Maryland's Diamond Stone scores 39 points and adds 12 rebounds from off the bench to help the Terrapins escape the upset bid from Penn State. (1:08)

COLLEGE PARK, Md. -- It was the best of Maryland and the worst of Maryland, handily condensed into one 40-minute package.

It was an ugly, inattentive, reckless first half. It was a brief second-half burst followed by 10 more minutes of disconcerting drought.

Then, suddenly, it was Melo Trimble, after burying back-to-back 3s to tie the game at 60-all in the final minutes, nodding his head in confirmation on his way back down the court. And it was freshman center Diamond Stone, enjoying the coming-out party of a lifetime, in a 70-64 win over Penn State.

Say hello to Stone

Before Wednesday, Stone was having a promising freshman season. He was averaging 11.2 points and 4.8 rebounds per game. He was getting about 18.8 minutes on the floor each night. He was sharing responsibilities with veteran big men Damonte Dodd and Michal Cekovsky. His defense, while improving, was keeping him from taking over more of those minutes, and truly living up to his lottery-pick talent.

Those days are probably over.

On Wednesday, Stone had 39 points and 12 rebounds. He shot 10-of-15 from the field and 19-of-25 from the free throw line. Yes, you read that correctly. Yes, Stone scored 39 of Maryland's 70 total points. Yes, he was that unstoppable, and that relentless, and yes -- 32 of those points and seven of those rebounds came in the second half.

Maryland doesn't get close to winning this game without Stone, and that's not a thing the Terps have been able to say yet this season. As close and unnerving as the victory was, there could be few better signs of the Terps' overall progress than Stone's sudden and incredible emergence Wednesday.

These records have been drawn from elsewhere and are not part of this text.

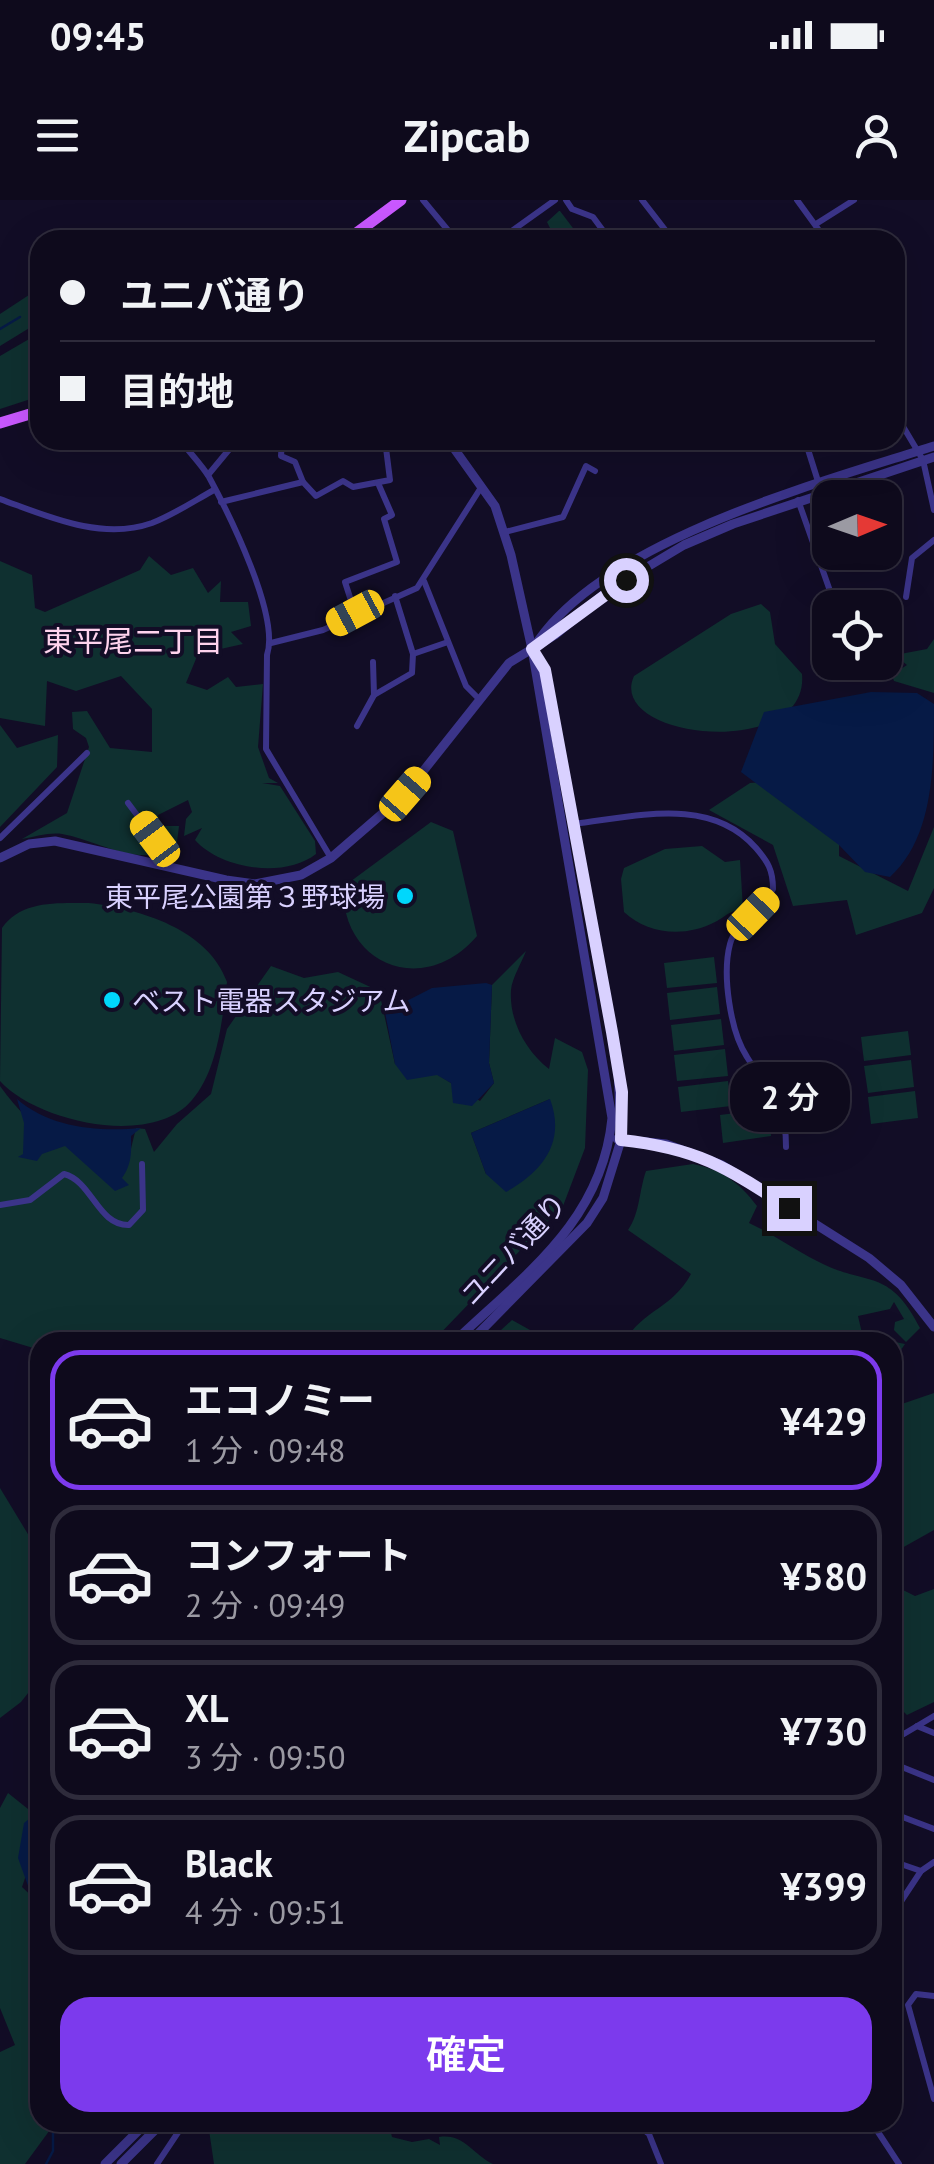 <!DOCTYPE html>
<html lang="ja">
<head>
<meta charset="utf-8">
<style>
	:root { --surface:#0e0a1c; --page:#1c1829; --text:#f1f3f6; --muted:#9b9aa3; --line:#2e2b3b; --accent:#7c3aed }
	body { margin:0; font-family:"PT Sans","Noto Sans JP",sans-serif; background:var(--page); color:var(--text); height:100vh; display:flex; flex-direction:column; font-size:38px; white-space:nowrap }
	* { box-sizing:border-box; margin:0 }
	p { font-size:32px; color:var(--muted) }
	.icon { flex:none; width:55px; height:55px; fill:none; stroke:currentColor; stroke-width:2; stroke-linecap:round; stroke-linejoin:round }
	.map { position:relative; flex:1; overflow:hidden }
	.sheet { position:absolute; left:30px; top:1132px; width:872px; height:800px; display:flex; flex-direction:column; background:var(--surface); border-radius:30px; box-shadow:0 10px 40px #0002,0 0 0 2px var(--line) }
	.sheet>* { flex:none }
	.guide { position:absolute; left:30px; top:30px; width:875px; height:220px; border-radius:30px; box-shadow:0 10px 40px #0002,0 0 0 2px var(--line); display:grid; align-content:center; height:220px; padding:0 30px; background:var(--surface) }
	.needle { width:65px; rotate:88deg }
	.buttons { position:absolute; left:812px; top:280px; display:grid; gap:20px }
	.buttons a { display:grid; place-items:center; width:90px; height:90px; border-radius:20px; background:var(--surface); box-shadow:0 10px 40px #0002,0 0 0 2px var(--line); font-size:50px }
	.end { position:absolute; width:45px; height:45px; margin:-22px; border:12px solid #d9d1ff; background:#111; box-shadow:0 0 0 5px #111 }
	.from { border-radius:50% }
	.bubble { position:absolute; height:70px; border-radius:30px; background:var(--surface); box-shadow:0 10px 40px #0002,0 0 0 2px var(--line); font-size:32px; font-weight:600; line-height:70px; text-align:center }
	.car { position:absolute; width:30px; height:60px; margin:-30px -15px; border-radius:12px; box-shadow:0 0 8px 2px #0007; background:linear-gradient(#f5c518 24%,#345 0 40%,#f5c518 0 76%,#345 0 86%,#f5c518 0) }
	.guide b { display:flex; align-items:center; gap:35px; height:95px; font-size:38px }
	.guide b+b { border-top:2px solid var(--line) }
	.guide i { width:25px; height:25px; background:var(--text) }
	ul { padding:18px 0 0; list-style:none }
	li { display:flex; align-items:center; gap:30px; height:140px; margin:0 20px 15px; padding:0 10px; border:5px solid var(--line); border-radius:30px }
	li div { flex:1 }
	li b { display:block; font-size:38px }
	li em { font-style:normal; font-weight:600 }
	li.on { border-color:var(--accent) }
	li>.icon { width:90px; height:90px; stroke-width:1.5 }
	.cta { display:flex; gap:20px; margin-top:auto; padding:20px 30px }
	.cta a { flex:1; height:115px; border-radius:30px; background:var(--accent); color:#fff; font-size:40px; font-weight:600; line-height:115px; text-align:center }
	.status { display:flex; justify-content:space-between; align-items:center; height:70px; padding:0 50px; background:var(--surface); direction:ltr }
	.status svg { height:28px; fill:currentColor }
	header { display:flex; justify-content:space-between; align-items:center; height:130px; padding:0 30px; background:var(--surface); font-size:45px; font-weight:600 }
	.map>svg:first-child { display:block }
	.green { fill:#0f3030; fill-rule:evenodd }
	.water { fill:#061a46 }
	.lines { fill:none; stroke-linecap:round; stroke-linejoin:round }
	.stream { stroke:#061a46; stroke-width:2.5 }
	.minor { stroke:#3b3489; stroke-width:6 }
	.tertiary { stroke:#3b3489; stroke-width:9 }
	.primary { stroke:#c958ff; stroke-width:11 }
	.route { stroke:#d9d1ff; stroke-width:12 }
	.poi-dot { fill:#00d7fc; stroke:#120d26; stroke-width:4 }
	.labels { text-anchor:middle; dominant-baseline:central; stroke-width:8; stroke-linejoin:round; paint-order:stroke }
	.poi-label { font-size:28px; fill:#d9d1ff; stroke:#120d26; text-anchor:end }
	.street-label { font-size:28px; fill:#d9d1ff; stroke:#120d26 }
	.neighbourhood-label { font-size:30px; fill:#ffd3ed; stroke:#120d26 }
</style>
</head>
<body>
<div class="status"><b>09:45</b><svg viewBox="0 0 49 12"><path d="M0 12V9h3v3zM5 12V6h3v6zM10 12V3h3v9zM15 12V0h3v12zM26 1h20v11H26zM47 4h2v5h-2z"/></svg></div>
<header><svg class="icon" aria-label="menu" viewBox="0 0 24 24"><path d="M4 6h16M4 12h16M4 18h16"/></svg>Zipcab<svg class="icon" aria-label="person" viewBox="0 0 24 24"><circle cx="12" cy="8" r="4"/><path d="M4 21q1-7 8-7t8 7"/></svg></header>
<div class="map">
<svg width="934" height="1964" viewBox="0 0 934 1964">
	<rect width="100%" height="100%" fill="#120d26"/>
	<!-- green -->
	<g class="green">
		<path d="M559,11H560L582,40H556L547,22Z"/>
		<path d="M32,93L40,113L31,127L0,146V114Z"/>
		<path d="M36,135L40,142V196L0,209V156Z"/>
		<path d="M149,356L171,375L193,368L208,393L221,381L220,402H248L251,426L231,432L243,444L198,454L186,483L207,490L228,477L236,487L263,484L258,547L269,578L278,583H262L280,586L315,641L316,654C284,679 221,669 195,640L202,628L184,636L186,619L192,612L188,600L158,615L160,626H179L177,642C146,673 98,640 62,634C50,632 34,637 22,639L67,613L89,547L86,538L73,529L72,512L87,511L110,548L152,552V509L121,476L76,491L47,481L45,526L0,518V361L32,375L35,408L45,412L140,370Z"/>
		<path d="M761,404L770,412L775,444L802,474C810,561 605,540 634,476L731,414Z"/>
		<path d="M934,439V493L894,481L892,475L907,465L895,455L927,449Z"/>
		<path d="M0,525L17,548L58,535L57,567L0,627Z"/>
		<path d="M801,579L839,610V656L908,691L934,627V688L922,713L856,735L847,700L793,706L773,645L709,610L750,583Z"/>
		<path d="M431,622L453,631L477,736C425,797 342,767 343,687Z"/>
		<path d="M702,646L725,662L740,660L743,709C728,711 727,716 715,722C685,738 647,734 624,712L621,679L624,668L665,649Z"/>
		<path d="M89,703C140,709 208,729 227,782C222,820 218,870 192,900C152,948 37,922 0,881L2,728C21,700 58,703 89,703Z"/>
		<path d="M526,751C522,762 512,778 511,790C509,821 526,851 549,869L555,838L582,852L588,870L585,948L563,1006L432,1142H40V1150L0,1138V886C36,937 70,947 127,965L136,928L145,929L154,952L177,924L211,894L227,829L271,766L304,778L338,772L379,791L395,864L438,875L480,901L494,883L489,863L492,785ZM550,899L486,974L471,933Z"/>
		<path d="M714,757L717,783L667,788L664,763Z"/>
		<path d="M717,787L720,814L670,820L667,793Z"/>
		<path d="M721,819L724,845L674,851L671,825Z"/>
		<path d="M908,831L911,855L864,861L861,837Z"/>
		<path d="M725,849L728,876L677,881L674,855Z"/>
		<path d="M911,860L914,887L868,893L864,866Z"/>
		<path d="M728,881L731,906L681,912L678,887Z"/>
		<path d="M915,891L918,918L871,924L868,897Z"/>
		<path d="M769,909L771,936L723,943L720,915Z"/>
		<path d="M693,964C722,970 739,982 757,1006L749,1023C773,1034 793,1049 817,1061C865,1087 889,1066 920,1128L906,1142L894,1130L895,1122L904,1119L894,1102L890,1109L858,1116L864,1142H624C645,1108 672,1109 691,1074L628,1030C640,1013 639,991 646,971Z"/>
		<path d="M512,1120L539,1135L538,1142H488Z"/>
		<path d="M890,1141L905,1144L894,1160L900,1169L899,1201L893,1200Z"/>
		<path d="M934,1193V1330L893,1353V1207Z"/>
		<path d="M0,1288L40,1354V1478L21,1502L0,1518Z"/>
		<path d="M893,1385L915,1396L934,1389V1502L907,1515L901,1509L893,1513Z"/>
		<path d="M8,1593L33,1613L24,1645L28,1669L22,1687L40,1704V1922L55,1923L25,1964H0V1852L15,1845L0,1808V1608Z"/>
		<path d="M192,1923H245L248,1927L253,1922L322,1928L333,1923H397L390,1929L392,1937L412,1942L429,1939L440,1945L439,1937C464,1933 472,1954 493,1964H214L208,1923Z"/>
	</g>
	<!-- water -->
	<g class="water">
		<path d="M871,492L917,493L934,504C934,566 934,637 890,677L865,672L839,645L741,572L764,512Z"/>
		<path d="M486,783L492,785L489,863L494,883L472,906L453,903L451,883L437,875L407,880L395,864L385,812L432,788Z"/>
		<path d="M17,899C50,928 99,932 141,928L131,936C131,949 133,963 122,978L129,985L115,991L65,946L42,954L37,961L18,957L23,954L24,923Z"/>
		<path d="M550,899C566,942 543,971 506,992L486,974L471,933Z"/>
		<path d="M40,1610V1719L18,1658L24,1623Z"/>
	</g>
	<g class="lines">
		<!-- stream -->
		<g class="stream">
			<path d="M0,129L20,117"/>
			<path d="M46,1964L53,1951V1922"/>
		</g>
		<!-- minor -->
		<g class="minor">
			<path d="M423,0L456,40"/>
			<path d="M566,0L572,9L593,17L610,40"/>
			<path d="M642,0L673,40"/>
			<path d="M797,0L826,40"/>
			<path d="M816,24L854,0"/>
			<path d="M499,40L555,0"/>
			<path d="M895,213L923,260L934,310"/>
			<path d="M180,240C189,252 202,265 209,277C229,314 280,416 267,455L266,549L331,658"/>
			<path d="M282,240L281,256L295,262L303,282"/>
			<path d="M805,240L822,294"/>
			<path d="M208,275L237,240"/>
			<path d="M0,299C47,316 101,341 152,323C173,315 194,301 214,290"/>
			<path d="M798,300L836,408"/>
			<path d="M221,302L303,282L316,296L343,281L353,287L390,280L385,240"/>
			<path d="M505,332L563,317L586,266L595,271"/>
			<path d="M424,381L466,486L479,499"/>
			<path d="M395,396L413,454L448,442"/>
			<path d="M906,397L912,358L934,340"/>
			<path d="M355,413L345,382L397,362L384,319L392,315L378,283"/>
			<path d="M271,443L323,430L417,388L482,286"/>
			<path d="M373,462L374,495"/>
			<path d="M357,526L374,495L412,473L413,454"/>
			<path d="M128,603L155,639V664"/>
			<path d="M573,624C634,617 710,595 756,648C768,662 773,670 773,689C762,708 736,722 730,744C722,774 730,831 747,857C769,893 786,897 786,947"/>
			<path d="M0,638L87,553"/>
			<path d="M0,1005L30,1000L64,974C92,981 98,1026 129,1025L143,1010L142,964"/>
			<path d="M917,1526L934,1533"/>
			<path d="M892,1541L934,1516"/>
			<path d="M892,1563L934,1580"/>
			<path d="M892,1613L934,1629"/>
			<path d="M892,1661L921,1671"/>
			<path d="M892,1715L921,1671L934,1662"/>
			<path d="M934,1796L916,1794L908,1805L934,1899"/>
			<path d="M634,1922L649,1934L661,1964"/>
			<path d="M878,1932L899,1964"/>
			<path d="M157,1964L185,1922"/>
		</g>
		<!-- tertiary -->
		<g class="tertiary">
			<path d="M448,240L495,306L511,355L532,449L612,918C602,1022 524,1075 454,1142"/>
			<path d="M534,447C600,341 819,283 934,246"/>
			<path d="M0,658L29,644L55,641L226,680L255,684L301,675L331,658L405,594L509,463L555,435L609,390L684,345L733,324L934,257"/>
			<path d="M617,939L666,944L722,965L869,1058L901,1085L934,1127"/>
			<path d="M470,1142L587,1023L603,998L621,940L618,867L545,470L534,451"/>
			<path d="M105,1964L147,1922"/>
			<path d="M121,1964L163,1922"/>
		</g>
		<!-- primary -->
		<g class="primary">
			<path d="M347,40L401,0"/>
			<path d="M0,223L40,211"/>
		</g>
	</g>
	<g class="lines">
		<!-- route -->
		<path class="route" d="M626,380L532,449L545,470L612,832L622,892L621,940C697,948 726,967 789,1008"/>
	</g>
	<!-- markers -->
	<g class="poi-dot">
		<circle cx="405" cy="696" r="10"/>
		<circle cx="112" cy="800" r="10"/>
	</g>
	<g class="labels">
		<!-- poi labels -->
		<g class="poi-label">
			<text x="385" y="696">東平尾公園第３野球場</text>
			<text x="132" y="800" text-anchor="start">ベスト電器スタジアム</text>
		</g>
		<!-- street labels -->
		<g class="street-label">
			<text transform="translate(513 1049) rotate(-47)">ユニバ通り</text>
		</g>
		<!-- neighbourhood labels -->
		<g class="neighbourhood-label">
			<text x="133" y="440">東平尾二丁目</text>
		</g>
	</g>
</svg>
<div class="buttons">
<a><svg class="needle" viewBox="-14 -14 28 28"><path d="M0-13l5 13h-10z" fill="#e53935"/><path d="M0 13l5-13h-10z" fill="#9b9aa3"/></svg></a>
<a><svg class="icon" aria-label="locate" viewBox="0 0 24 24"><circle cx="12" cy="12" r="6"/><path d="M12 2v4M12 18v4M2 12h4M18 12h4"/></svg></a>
</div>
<i class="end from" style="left:626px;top:380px"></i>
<i class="end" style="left:789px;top:1008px"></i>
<div class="bubble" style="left:730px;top:862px;width:120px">2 分</div>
<i class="car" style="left:355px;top:413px;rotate:242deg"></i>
<i class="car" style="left:405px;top:594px;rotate:41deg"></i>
<i class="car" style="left:155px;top:639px;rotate:323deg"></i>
<i class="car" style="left:753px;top:714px;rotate:44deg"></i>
<div class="guide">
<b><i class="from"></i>ユニバ通り</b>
<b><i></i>目的地</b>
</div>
<section class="sheet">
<ul>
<li class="on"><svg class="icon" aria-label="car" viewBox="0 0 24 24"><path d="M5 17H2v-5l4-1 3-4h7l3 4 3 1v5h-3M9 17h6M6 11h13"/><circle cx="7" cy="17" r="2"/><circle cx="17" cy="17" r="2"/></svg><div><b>エコノミー</b><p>1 分 · 09:48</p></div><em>¥429</em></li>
<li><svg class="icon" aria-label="car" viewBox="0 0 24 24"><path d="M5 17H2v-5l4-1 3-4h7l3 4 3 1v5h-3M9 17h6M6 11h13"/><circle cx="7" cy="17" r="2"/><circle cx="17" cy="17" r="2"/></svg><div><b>コンフォート</b><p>2 分 · 09:49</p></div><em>¥580</em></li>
<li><svg class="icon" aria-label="car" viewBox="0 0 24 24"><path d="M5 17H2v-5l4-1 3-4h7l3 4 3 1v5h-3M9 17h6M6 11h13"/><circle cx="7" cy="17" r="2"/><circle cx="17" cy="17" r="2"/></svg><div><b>XL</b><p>3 分 · 09:50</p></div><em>¥730</em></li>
<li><svg class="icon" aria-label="car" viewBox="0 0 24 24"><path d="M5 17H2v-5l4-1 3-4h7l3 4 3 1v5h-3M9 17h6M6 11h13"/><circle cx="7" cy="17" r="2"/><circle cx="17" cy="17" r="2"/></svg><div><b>Black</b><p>4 分 · 09:51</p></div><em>¥399</em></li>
</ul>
<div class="cta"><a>確定</a></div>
</section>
</div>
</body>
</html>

Maryland has to be more consistent

A simple glance at any first-half box score could tell you this much, and how: Maryland made three of its first 20 shots, finished the first half 6-of-24 from the field and 2-of-8 from 3-point range and averaged .697 points per trip, all of which qualifies as abysmal. But it was an entirely different experience to actually see, particularly in the Xfinity Center, surrounded by thousands of Maryland's typically irrepressible fans. Maryland just looked … careless? Half-awake? Both?

There were open misses, sure, but there was also a shocking lack of movement, spacing, and visible enthusiasm. For a team that entered the arena Monday sporting the nation's second-highest two-point field goal percentage (61.0) and making 41.1 percent of its 3s, this was more than a simple off-night.

It wasn't until after halftime -- and a presumably spirited conversation with coach Mark Turgeon -- that the usual Terps came to play. Almost immediately, Trimble and Rasheed Sulaimon were active and aggressive; almost immediately, Robert Carter was diving at the rim, Jake Layman was winning a loose ball rebound and Trimble was finding Stone for the back-to-back dunks that tied the game at 33 after just two minutes and 34 seconds of play.

Portions of Maryland's second half were a helpful reminder of why the Terrapins are a national title contender. The rest was a display -- and not their first -- of how they often fail to act the part.

Penn State didn't back down

After seeing Maryland chew through his team's hard-earned, eight-point halftime lead in 150 seconds, Nittany Lions coach Pat Chambers called timeout, the Xfinity Center crowd went nuts, and order appeared to have been restored. Maryland would keep running at the rim. Penn State would fade. That would be that.

Not so much. On offense, the Nittany Lions were cautious, turnover-averse and opportunistic, seizing on interior opportunities and open 3s. Eleven minutes after Maryland's surge and Chambers' timeout, forward Donovon Jack scored a straightforward drop-step on the block and the Nittany Lions led 58-45 -- their largest lead of the game.

Maryland pulled ahead eventually. But it took them longer than anyone could have expected, and Chambers can't leave College Park unhappy with his team's effort or execution. In the end, Stone was simply too much.